Does Conviction Matter? The Reputational and Collateral Effects of Corporate Crime
Research Handbook on Corporate Crime and Financial Misdealing (Forthcoming)
69 Pages Posted: 17 Sep 2017 Last revised: 23 Jan 2023
Date Written: January 1, 2018
Critics of deferred prosecution agreements claim they undermine deterrence by lowering the cost to firms from reputational damage or stigma resulting from a criminal settlement. We evaluate whether the choice between a DPA and a guilty plea affects the cost to corporations of reputational damage arising from the reactions of interested outsiders – e.g., customers and suppliers – to the settlement, holding constant other factors such as the offender and offense magnitude. We introduce a framework for this purpose in which differences in the qualitative information that is released at settlement may cause differences in outsider reaction and, thus, the firm’s cost of reputational damage. We review the contents of the DPA and plea agreements and find no differences in the information they directly convey to interested outsiders that would cause differences in the expected cost of reputational damage to the firm. We then identify three channels through which the choice of settlement form might indirectly signal information to outsiders: direct revelation, prosecutorial selection, and managerial selection. The differences in the information that interested outsiders may receive through these channels according to the form of settlement appear unlikely to cause differences in the expected costs of reputational damage between DPA and plea to firms at settlement, however.
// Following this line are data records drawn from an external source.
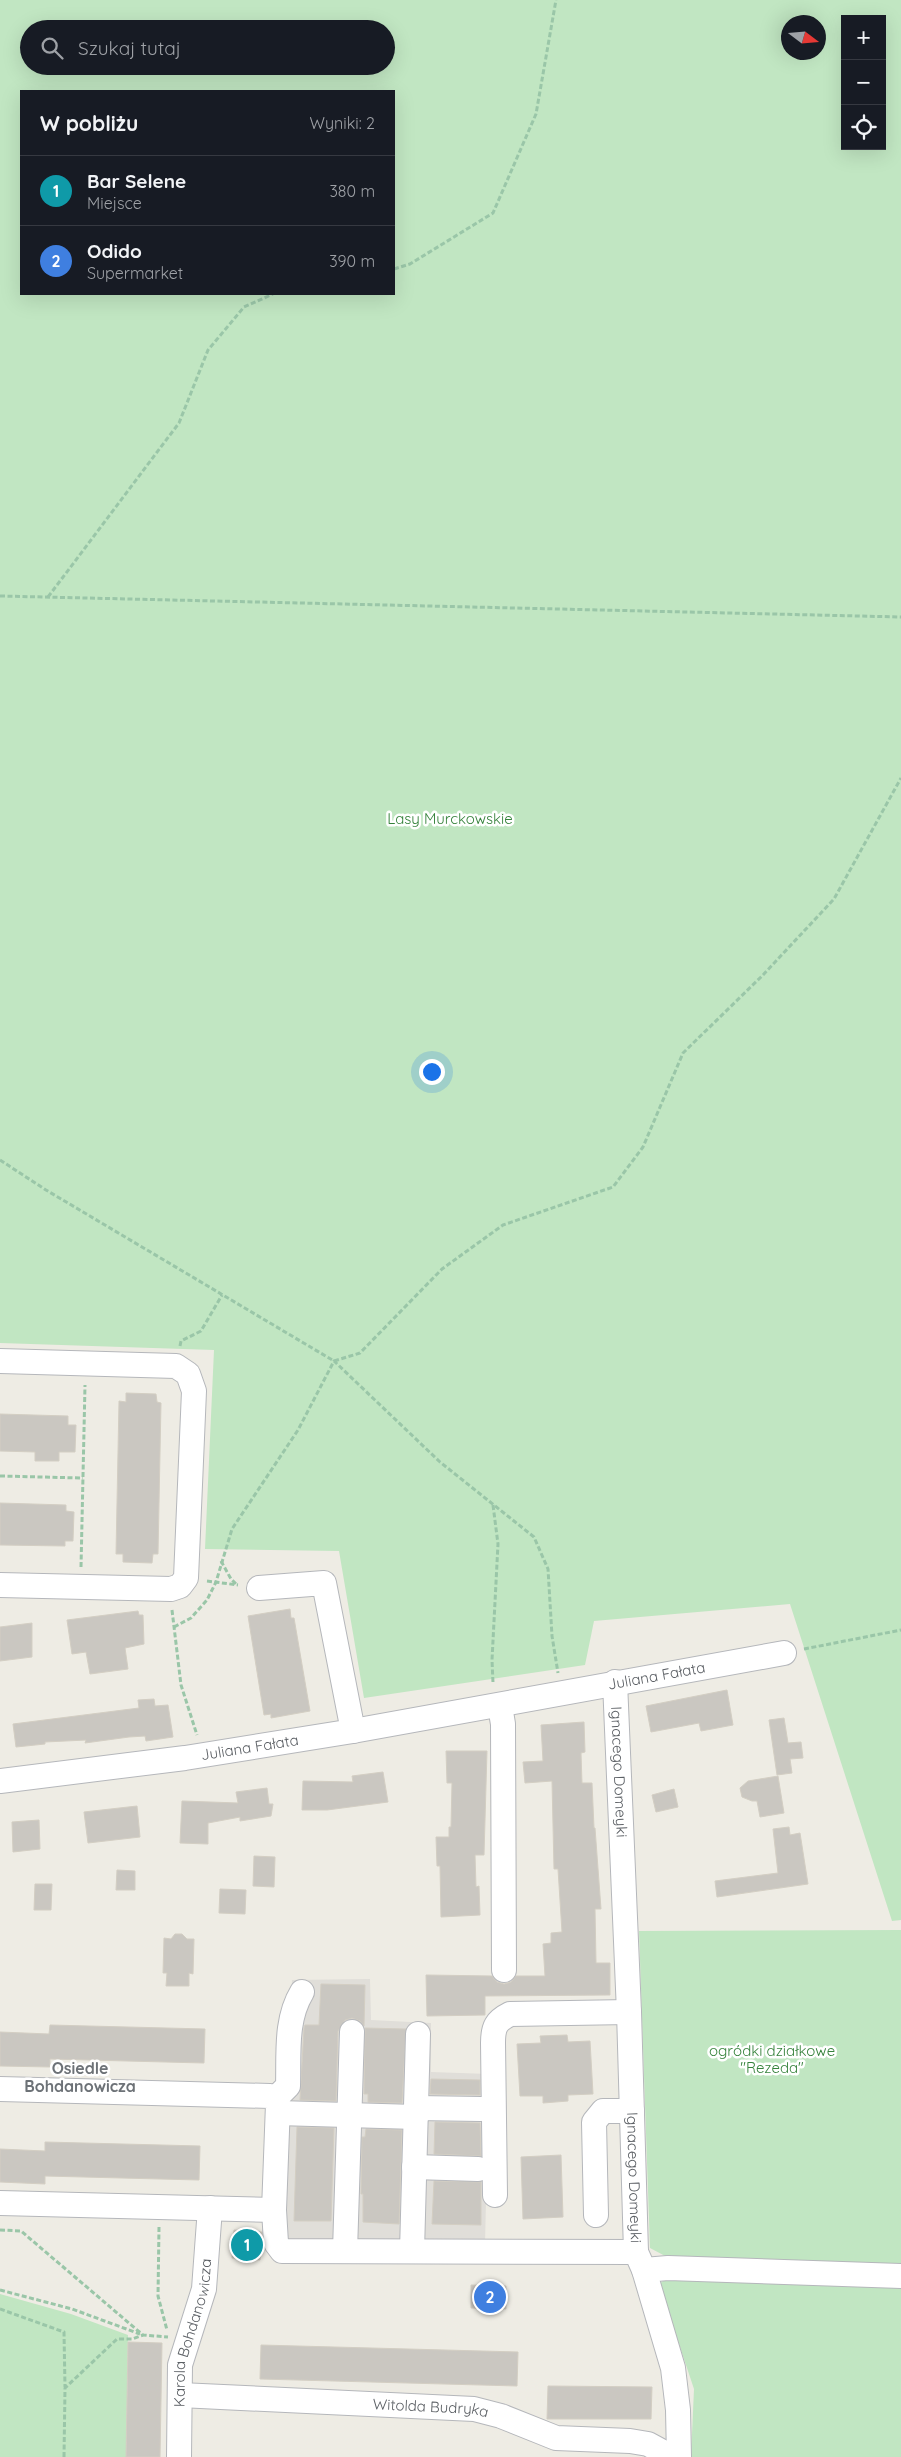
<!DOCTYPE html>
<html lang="pl">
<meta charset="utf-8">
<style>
body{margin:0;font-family:Quicksand,sans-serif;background:#20242c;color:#f1f3f6}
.controls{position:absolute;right:15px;top:15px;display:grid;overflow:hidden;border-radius:0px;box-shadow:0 5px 20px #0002}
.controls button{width:45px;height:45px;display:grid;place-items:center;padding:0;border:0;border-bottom:1px solid #363941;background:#171b24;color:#f1f3f6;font:25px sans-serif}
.compass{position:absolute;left:781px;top:15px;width:45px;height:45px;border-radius:50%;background:#171b24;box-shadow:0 5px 20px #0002;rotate:106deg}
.you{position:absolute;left:431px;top:1071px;width:18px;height:18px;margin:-12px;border:4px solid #fff;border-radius:50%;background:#1a73e8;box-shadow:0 0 0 8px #1a73e833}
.badge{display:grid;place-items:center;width:32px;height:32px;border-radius:50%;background:#e74432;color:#fff;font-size:16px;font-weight:700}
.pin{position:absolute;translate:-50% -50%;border:2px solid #fff;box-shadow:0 1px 5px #0006}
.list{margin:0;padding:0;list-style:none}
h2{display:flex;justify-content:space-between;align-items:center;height:65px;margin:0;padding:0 20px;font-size:21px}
h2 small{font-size:16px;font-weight:400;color:#9ea1a6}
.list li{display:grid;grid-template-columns:32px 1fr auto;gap:15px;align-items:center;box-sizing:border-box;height:70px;padding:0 20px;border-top:1px solid #363941}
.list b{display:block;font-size:19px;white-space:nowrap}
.list p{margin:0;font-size:16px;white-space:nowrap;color:#9ea1a6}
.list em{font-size:16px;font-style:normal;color:#9ea1a6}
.icon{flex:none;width:28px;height:28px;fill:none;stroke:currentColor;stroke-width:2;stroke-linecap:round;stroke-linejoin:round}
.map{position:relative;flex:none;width:901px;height:2457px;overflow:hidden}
.search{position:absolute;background:#171b24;box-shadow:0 5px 20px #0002;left:20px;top:20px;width:375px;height:55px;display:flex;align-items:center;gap:12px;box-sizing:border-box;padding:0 18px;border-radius:28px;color:#9ea1a6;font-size:19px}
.panel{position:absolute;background:#171b24;box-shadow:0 5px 20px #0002;left:20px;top:90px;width:375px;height:205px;border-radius:0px}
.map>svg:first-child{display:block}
.industrial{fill:#e0ded9}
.green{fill:#c1e6c2;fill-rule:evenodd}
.building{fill:#cac7c1;stroke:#d3cec3}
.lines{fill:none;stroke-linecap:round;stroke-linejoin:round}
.minor-casing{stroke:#b5b7bb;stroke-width:26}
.path{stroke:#9ac6a8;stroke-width:3;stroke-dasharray:5 2.5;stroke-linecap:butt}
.minor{stroke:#fff;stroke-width:24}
.labels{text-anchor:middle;stroke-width:5;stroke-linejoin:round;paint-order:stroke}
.park-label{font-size:15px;fill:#35823b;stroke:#fff}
.street-label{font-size:15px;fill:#5c6065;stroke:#fff}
.neighbourhood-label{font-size:16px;font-weight:bold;fill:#6d7277;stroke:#fff}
</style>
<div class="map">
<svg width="901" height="2457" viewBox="0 0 901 2457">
<rect width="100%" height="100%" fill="#eeece4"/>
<polygon class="industrial" points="370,1979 371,2020 431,2023 431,2072 489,2074 485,2244 284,2244 292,1980"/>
<g class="green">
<path d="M 0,0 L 901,0 L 901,1920 L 892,1921 L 790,1604 L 594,1621 L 585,1665 L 364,1698 L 339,1551 L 205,1549 L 214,1350 L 0,1343 ZM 845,19 L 882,19 L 882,146 L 845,146 ZM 818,22 L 818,52 L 788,52 L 788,22 ZM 29,29 L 386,29 L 386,66 L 29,66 ZM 21,91 L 394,91 L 394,294 L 21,294 Z"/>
<polygon points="901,1930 901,2457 691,2457 694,2389 659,2284 670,2276 667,2257 650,2248 639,1931"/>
<polygon points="0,2294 71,2314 128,2335 126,2457 0,2457"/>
</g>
<g class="building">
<polygon points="126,1393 156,1394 157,1402 161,1403 158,1554 153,1554 152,1563 123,1562 123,1554 116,1554 119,1401 126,1402"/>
<polygon points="0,1414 68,1416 68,1425 76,1425 75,1452 59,1452 59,1461 35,1461 35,1452 0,1451"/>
<polygon points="0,1503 66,1505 66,1511 74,1512 73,1541 65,1541 65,1546 0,1545"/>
<polygon points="290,1609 291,1618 294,1618 310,1711 271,1718 271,1714 264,1715 248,1616"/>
<polygon points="138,1611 139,1615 143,1615 144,1644 125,1648 128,1669 90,1674 86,1652 72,1654 67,1620"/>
<polygon points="32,1623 32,1657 0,1661 0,1627"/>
<polygon points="727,1690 733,1725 701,1731 699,1723 651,1732 646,1706"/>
<polygon points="154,1699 155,1706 168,1705 173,1737 146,1741 145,1736 129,1737 85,1743 86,1740 45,1742 45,1744 16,1747 13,1724 139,1708 138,1700"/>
<polygon points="784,1718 788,1743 801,1742 803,1758 790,1759 792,1773 777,1775 769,1720"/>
<polygon points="584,1722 585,1752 581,1753 582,1783 592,1783 594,1828 595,1828 601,1909 595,1909 596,1963 610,1963 610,1995 485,1996 485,2015 427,2016 426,1975 492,1976 497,1982 504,1984 511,1982 516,1976 545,1976 543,1944 551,1943 551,1933 562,1932 558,1869 554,1869 552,1781 525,1783 523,1762 543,1761 541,1725"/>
<polygon points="446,1751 487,1751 484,1855 475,1855 476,1887 479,1886 480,1915 441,1917 440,1866 437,1866 436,1837 449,1837 449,1827 451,1827 452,1783 447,1783"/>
<polygon points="383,1772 388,1802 327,1810 302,1810 303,1781 353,1782 352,1776"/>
<polygon points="778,1776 784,1813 760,1817 757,1801 752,1801 742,1797 740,1788 748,1781"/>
<polygon points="267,1788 269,1804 273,1804 271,1816 240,1821 240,1817 208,1823 208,1844 180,1843 182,1801 238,1803 236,1792"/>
<polygon points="674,1789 678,1807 656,1812 652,1795"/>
<polygon points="137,1806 140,1837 88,1843 84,1812"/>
<polygon points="39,1820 40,1849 13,1852 12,1822"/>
<polygon points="789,1827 790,1835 800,1833 808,1884 717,1897 715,1881 778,1873 773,1829"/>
<polygon points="254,1856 275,1857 274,1887 253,1886"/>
<polygon points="117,1870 135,1871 135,1890 116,1890"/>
<polygon points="35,1884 52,1884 51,1910 34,1910"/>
<polygon points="220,1889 246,1890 245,1914 219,1913"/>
<polygon points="175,1934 182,1934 187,1939 194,1939 193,1974 189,1973 189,1986 166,1986 167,1973 163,1973 164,1938 171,1939"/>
<polygon points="321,1984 365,1985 364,2026 360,2021 352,2018 345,2020 338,2031 336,2101 300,2100 304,2028 305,2025 319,2025"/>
<polygon points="50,2025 205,2029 204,2063 50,2059 50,2067 0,2066 0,2032 49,2034"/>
<polygon points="365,2028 406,2029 402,2103 368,2102 368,2094 364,2094"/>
<polygon points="567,2035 568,2042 590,2041 593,2094 568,2095 568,2101 543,2103 543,2096 520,2096 517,2044 541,2043 540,2036"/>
<polygon points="431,2079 480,2080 480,2095 430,2094"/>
<polygon points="435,2122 480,2123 481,2156 434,2154"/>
<polygon points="297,2127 334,2128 331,2221 294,2221"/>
<polygon points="366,2129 402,2130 399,2224 363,2222 363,2194 361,2194 362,2137 365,2137"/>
<polygon points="45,2142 200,2146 199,2180 45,2176 45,2184 0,2182 0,2149 45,2151"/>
<polygon points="561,2155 563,2217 523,2219 521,2157"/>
<polygon points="434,2181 481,2182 481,2225 432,2224"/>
<polygon points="234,2230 262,2232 260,2260 232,2258"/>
<polygon points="471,2285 506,2286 506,2309 471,2308"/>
<polygon points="128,2342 162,2343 160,2457 126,2457"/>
<polygon points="261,2345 518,2352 517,2386 260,2379"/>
<polygon points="548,2386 652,2387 651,2419 547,2419"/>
</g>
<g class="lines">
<g class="minor-casing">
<g id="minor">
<polyline points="0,1361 176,1366 188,1374 194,1391 186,1578 180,1586 171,1589 0,1585"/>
<polyline points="259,1588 324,1583 353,1731"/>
<path id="s1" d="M 615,1682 L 629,2012 L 636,2252 L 644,2270 L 673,2368 L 678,2410 L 679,2457"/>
<polyline points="500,1706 503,1724 504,1970"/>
<path id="s2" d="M 0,1781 L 185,1758 L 353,1731 L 784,1653"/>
<polyline points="0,2089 270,2096 276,2098 278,2104 274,2210 276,2243 282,2251 636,2252"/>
<path d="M 276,2098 L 288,2086 C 289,2054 285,2020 302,1992"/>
<polyline points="416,2108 481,2109"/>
<polyline points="278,2113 416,2117"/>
<polyline points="414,2167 478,2169"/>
<path d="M 495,2195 L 493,2043 C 493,2027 496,2021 510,2014 L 629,2012"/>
<polyline points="0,2203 274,2210"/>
<polyline points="596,2215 594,2122 603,2111 632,2111"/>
<polyline points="345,2251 352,2032"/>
<polyline points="412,2251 418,2034"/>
<polyline points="644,2270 668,2268 901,2276"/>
<path id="s3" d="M 180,2395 L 474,2409 L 501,2416 L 556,2438 L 630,2441 L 648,2444 L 672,2457"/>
<path id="s4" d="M 179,2457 L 180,2365 L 204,2289 L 210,2208"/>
</g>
</g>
<g class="path">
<polyline points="394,269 410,264 493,213 536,114 556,0"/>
<polyline points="0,596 901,617"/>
<polyline points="48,597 179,423 208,350 244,307 273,294"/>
<polyline points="0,1160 46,1190 334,1361 360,1353 442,1269 503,1225 613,1187 643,1147 683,1053 762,976 834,899 901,778"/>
<polyline points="180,1346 181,1341 201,1331 222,1295"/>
<polyline points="0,1476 83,1478"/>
<polyline points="493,1505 498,1544 492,1660 493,1683"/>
<polyline points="221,1561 231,1579 237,1585"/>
<polyline points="81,1567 85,1385"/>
<polyline points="207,1581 238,1585"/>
<polyline points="172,1610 181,1685 197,1735"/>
<polyline points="174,1627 191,1618 207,1600 216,1582 232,1529 298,1430 334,1361 440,1462 534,1537 548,1569 552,1636 558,1673"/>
<polyline points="804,1649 901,1630"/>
<polyline points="159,2227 158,2296 167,2330"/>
<polyline points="0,2230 21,2231 143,2335 168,2337"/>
<polyline points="0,2290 72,2309 140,2334"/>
<polyline points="0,2309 64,2332 65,2387"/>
<polyline points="64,2457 65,2388 117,2339 132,2339 143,2335"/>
</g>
<use href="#minor" class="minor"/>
</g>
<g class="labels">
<g class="park-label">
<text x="450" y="824">Lasy Murckowskie</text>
<text x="772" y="2056">ogródki działkowe<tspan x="772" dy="17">"Rezeda"</tspan></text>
</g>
<g class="street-label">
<text dy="5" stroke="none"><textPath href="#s2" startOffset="665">Juliana Fałata</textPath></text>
<text dy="5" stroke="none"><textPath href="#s2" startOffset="252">Juliana Fałata</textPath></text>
<text dy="5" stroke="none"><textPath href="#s1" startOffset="90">Ignacego Domeyki</textPath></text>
<text dy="5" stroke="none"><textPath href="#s1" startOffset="496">Ignacego Domeyki</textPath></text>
<text dy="5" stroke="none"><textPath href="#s4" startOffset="126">Karola Bohdanowicza</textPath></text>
<text dy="5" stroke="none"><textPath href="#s3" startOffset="251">Witolda Budryka</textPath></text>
</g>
<g class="neighbourhood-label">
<text x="80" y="2074">Osiedle<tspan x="80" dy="18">Bohdanowicza</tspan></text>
</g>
</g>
</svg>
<div class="controls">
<button>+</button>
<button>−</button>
<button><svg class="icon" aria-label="locate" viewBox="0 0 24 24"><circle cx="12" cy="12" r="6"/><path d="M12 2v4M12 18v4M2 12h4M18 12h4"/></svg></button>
</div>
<svg class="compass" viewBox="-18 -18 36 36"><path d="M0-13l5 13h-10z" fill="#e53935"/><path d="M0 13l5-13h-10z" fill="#9ea1a6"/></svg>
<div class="you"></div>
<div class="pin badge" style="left:247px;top:2245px;background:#0f9aa8">1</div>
<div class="pin badge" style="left:490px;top:2297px;background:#3f7fe0">2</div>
<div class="search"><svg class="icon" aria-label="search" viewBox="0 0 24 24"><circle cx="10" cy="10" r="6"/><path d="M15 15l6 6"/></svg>Szukaj tutaj</div>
<section class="panel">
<h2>W pobliżu<small>Wyniki: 2</small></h2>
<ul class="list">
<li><span class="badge" style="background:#0f9aa8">1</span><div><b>Bar Selene</b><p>Miejsce</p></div><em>380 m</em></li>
<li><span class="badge" style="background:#3f7fe0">2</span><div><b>Odido</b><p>Supermarket</p></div><em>390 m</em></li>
</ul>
</section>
</div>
We then turn to the impact of DPAs on the ability of federal agencies acting as interested outsiders to protect their interests by excluding or delicensing a firm whose criminal settlement reveals that it presents an enhanced risk of causing future harm to the agencies’ interests that is best addressed by exclusion instead of by mandated reforms. We conclude that agencies may be better able to serve their interests as interested outsiders when prosecutors employ DPAs than pleas because DPAs leave many agencies free to use permissive exclusion and enable them to exclude when, but only when, appropriate.